With respect to monitoring application develpers, Tribble said the company conducts random audits on the 350,000 mobile apps available to its iPhone users, and if Apple finds that an app violates the company’s privacy policy, it is removed from the App store. No apps have been removed as a result of this policy thus far, he said.

In the name of keeping an open platform, Google takes less stringent measures to monitor its developers, Alan Davidson, Google, Inc. director of public policy told the lawmakers. 

Justin Brookman, director of the Project on Consumer Privacy at the Center for Democracy and Technology, told lawmakers that existing electronic consumer privacy laws don’t offer consumers meaningful protection. 

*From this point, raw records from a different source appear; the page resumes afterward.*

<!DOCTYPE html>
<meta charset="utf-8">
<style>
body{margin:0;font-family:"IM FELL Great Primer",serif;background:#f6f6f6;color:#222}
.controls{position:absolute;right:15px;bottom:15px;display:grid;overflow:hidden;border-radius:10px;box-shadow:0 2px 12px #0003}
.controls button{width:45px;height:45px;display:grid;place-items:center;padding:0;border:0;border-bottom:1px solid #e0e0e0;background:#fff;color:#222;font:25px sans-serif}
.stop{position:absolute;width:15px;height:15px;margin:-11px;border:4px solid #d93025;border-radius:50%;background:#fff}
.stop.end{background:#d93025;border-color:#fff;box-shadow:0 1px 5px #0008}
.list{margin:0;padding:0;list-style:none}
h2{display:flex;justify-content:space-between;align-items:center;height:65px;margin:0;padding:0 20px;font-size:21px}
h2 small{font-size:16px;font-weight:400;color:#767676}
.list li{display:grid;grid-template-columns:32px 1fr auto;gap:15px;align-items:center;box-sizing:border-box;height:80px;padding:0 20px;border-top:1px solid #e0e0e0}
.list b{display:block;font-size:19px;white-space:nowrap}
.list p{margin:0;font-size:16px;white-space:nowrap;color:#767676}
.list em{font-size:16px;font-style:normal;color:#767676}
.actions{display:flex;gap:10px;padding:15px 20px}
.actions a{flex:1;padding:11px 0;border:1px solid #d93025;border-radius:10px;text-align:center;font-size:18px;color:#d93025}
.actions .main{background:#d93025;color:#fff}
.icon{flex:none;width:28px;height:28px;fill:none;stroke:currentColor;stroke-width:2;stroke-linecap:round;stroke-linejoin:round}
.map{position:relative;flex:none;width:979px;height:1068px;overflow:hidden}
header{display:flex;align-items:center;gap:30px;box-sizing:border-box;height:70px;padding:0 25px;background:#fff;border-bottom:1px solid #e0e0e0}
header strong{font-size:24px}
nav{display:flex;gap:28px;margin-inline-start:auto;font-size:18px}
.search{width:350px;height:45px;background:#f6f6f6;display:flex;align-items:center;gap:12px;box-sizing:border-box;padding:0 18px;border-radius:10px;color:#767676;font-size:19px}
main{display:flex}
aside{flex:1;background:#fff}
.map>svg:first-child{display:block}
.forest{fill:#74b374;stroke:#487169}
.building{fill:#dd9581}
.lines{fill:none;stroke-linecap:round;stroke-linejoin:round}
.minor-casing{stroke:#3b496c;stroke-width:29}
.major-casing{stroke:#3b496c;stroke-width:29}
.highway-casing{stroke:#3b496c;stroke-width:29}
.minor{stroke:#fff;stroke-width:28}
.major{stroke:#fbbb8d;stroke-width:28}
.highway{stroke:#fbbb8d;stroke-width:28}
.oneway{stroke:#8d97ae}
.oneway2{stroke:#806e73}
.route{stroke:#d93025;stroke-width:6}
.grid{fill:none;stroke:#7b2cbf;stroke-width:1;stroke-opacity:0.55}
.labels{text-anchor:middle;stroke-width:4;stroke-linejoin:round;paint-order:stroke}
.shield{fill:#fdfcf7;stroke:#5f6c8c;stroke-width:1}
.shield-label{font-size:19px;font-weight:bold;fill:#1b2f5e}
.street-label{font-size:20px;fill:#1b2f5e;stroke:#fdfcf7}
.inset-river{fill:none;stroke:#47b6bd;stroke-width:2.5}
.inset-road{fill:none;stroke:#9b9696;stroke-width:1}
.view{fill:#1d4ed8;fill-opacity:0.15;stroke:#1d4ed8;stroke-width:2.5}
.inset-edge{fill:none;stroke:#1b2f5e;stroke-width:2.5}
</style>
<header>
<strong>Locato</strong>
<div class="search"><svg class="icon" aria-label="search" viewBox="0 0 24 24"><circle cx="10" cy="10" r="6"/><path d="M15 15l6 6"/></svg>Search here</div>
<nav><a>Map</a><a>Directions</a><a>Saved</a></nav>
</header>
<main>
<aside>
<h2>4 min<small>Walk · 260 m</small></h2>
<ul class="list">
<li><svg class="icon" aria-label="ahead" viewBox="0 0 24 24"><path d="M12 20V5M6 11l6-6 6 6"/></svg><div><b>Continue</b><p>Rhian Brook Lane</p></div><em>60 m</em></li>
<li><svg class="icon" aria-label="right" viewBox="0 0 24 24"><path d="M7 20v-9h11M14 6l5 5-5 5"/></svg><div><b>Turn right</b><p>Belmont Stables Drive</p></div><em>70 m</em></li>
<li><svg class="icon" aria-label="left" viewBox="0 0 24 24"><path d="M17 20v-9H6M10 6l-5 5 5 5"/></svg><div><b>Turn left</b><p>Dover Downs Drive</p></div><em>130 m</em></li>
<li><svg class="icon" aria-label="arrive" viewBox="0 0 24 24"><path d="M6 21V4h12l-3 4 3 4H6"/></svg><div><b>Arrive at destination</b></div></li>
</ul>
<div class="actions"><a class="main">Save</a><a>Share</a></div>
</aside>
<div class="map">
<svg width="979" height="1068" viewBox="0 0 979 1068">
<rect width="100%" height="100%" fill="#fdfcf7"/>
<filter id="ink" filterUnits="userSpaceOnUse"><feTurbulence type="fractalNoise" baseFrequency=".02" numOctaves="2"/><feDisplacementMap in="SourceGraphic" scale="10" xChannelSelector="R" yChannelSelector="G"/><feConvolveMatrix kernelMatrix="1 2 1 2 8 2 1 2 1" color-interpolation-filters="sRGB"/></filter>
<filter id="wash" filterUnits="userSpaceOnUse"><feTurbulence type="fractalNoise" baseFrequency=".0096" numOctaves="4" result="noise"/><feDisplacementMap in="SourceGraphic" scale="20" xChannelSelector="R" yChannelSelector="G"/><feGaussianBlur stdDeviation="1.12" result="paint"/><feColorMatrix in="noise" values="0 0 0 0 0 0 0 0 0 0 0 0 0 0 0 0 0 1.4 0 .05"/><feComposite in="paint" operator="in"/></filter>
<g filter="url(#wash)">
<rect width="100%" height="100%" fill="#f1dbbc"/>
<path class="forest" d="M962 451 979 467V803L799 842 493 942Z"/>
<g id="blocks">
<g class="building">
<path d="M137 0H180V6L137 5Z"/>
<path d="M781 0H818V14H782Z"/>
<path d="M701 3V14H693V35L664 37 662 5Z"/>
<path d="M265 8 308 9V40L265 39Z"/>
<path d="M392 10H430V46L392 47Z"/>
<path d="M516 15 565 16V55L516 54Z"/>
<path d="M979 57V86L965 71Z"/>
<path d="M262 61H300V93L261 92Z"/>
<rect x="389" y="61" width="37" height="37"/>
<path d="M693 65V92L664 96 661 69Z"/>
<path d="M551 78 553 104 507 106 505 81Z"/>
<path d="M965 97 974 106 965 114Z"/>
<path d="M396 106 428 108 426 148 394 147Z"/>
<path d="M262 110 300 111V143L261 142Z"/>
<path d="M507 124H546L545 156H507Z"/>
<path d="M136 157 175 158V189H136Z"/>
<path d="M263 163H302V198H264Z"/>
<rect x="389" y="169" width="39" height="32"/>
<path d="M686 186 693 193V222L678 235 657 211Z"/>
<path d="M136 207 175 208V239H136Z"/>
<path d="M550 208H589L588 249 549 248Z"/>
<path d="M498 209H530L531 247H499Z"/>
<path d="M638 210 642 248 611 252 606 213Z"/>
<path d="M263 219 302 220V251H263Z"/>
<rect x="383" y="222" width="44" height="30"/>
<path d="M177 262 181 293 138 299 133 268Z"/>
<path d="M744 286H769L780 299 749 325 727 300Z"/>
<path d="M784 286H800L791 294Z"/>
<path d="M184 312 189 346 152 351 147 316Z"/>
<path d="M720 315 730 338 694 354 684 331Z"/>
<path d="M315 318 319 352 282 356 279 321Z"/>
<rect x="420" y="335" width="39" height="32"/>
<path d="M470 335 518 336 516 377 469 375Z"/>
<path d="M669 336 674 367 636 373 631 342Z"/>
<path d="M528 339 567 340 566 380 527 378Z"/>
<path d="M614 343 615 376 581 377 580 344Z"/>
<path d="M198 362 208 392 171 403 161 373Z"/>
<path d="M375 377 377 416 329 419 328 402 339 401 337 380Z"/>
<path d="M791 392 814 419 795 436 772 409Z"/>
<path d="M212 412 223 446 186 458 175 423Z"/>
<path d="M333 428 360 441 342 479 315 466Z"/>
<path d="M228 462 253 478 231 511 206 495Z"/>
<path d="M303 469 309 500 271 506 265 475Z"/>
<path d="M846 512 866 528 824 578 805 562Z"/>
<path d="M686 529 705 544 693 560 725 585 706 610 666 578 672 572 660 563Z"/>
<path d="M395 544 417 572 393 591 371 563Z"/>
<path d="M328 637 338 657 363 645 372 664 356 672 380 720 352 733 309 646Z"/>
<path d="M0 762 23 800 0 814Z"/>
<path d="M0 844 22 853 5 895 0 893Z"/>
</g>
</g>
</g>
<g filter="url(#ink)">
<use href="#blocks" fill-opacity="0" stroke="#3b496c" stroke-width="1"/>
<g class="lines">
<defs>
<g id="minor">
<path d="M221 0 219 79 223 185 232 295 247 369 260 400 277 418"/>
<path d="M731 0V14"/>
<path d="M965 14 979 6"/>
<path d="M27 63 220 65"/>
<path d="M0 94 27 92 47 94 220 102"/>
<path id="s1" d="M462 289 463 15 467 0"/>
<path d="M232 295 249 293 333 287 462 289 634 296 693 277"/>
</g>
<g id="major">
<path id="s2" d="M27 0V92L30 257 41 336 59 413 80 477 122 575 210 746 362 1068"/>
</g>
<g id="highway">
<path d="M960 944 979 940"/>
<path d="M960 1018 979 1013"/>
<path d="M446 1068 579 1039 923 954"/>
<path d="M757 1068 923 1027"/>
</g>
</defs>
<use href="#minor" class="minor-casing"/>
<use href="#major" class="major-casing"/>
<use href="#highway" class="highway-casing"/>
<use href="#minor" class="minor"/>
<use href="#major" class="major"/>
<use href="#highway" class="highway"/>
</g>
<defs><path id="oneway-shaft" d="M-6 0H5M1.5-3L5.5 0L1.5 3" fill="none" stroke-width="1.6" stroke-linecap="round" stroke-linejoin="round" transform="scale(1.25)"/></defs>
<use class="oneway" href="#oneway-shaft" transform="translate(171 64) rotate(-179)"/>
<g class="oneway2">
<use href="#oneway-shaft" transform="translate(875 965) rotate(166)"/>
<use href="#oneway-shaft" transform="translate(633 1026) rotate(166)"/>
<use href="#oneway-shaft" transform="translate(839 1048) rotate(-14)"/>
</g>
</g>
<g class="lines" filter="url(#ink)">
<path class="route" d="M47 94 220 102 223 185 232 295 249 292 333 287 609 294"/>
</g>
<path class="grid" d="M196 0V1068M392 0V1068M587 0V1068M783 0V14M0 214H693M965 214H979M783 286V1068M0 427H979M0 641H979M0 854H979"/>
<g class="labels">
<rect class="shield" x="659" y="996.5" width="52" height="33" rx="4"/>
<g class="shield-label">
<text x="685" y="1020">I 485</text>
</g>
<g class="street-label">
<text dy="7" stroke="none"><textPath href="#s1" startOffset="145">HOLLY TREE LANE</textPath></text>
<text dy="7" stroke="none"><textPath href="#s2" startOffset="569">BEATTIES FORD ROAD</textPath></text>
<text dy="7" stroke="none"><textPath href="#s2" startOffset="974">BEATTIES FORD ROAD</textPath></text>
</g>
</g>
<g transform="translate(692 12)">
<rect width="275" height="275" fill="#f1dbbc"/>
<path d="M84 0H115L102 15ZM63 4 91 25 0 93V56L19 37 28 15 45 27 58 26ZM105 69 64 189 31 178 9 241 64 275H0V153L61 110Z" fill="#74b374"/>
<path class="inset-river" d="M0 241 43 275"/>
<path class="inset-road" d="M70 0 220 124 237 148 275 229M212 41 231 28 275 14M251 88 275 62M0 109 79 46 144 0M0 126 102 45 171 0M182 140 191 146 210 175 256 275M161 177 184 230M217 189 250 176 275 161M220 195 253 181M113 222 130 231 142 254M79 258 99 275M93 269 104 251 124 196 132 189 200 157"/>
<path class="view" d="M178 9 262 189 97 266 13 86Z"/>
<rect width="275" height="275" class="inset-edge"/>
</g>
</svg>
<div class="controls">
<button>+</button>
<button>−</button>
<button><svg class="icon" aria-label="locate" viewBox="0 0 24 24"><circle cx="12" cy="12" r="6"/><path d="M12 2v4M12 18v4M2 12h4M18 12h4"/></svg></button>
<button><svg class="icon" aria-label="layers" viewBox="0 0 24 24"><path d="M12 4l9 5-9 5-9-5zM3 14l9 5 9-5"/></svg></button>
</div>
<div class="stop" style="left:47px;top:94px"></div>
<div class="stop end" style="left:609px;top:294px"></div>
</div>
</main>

So far, companies including Google and Twitter have been sanctioned by the Federal Trade Commission for not following their own stated privacy policies. But that is as far as the FTC enforcement can go.

“The bar is still very low,” Brookman said. “It’s not possible to figure out how data is being stored by apps and shared.” 

In related news, Congressman Edward J. Markey (D-Mass.), co-Chairman of the Bi-Partisan Congressional Privacy Caucus, released a statement on Tuesday on Apple’s response to location-tracking complaints.

 “I am pleased that after my letter Apple announced that its next iOS update would address several of the concerns I raised about the company’s practices with respect to the collection, use and disclosure of location information,” Markey said.

Specifically, Apple will encrypt location information stored on customers’ iPhones and iPads and other Apple mobile devices and significantly shorten the amount of time location information is retained by the company.

But Markey said he remained concerned about “the apparent contradiction between Apple’s assertion that it does not track consumers and its explanation that it maintains a database of Wi-Fi hotspots and cell towers around a user’s current location. Such a distinction does not make much difference to consumers whose location could be pinpointed with great accuracy.”

He pledged to continue to “closely monitor the company's efforts to protect this extremely sensitive data, especially with respect to information about minors and children."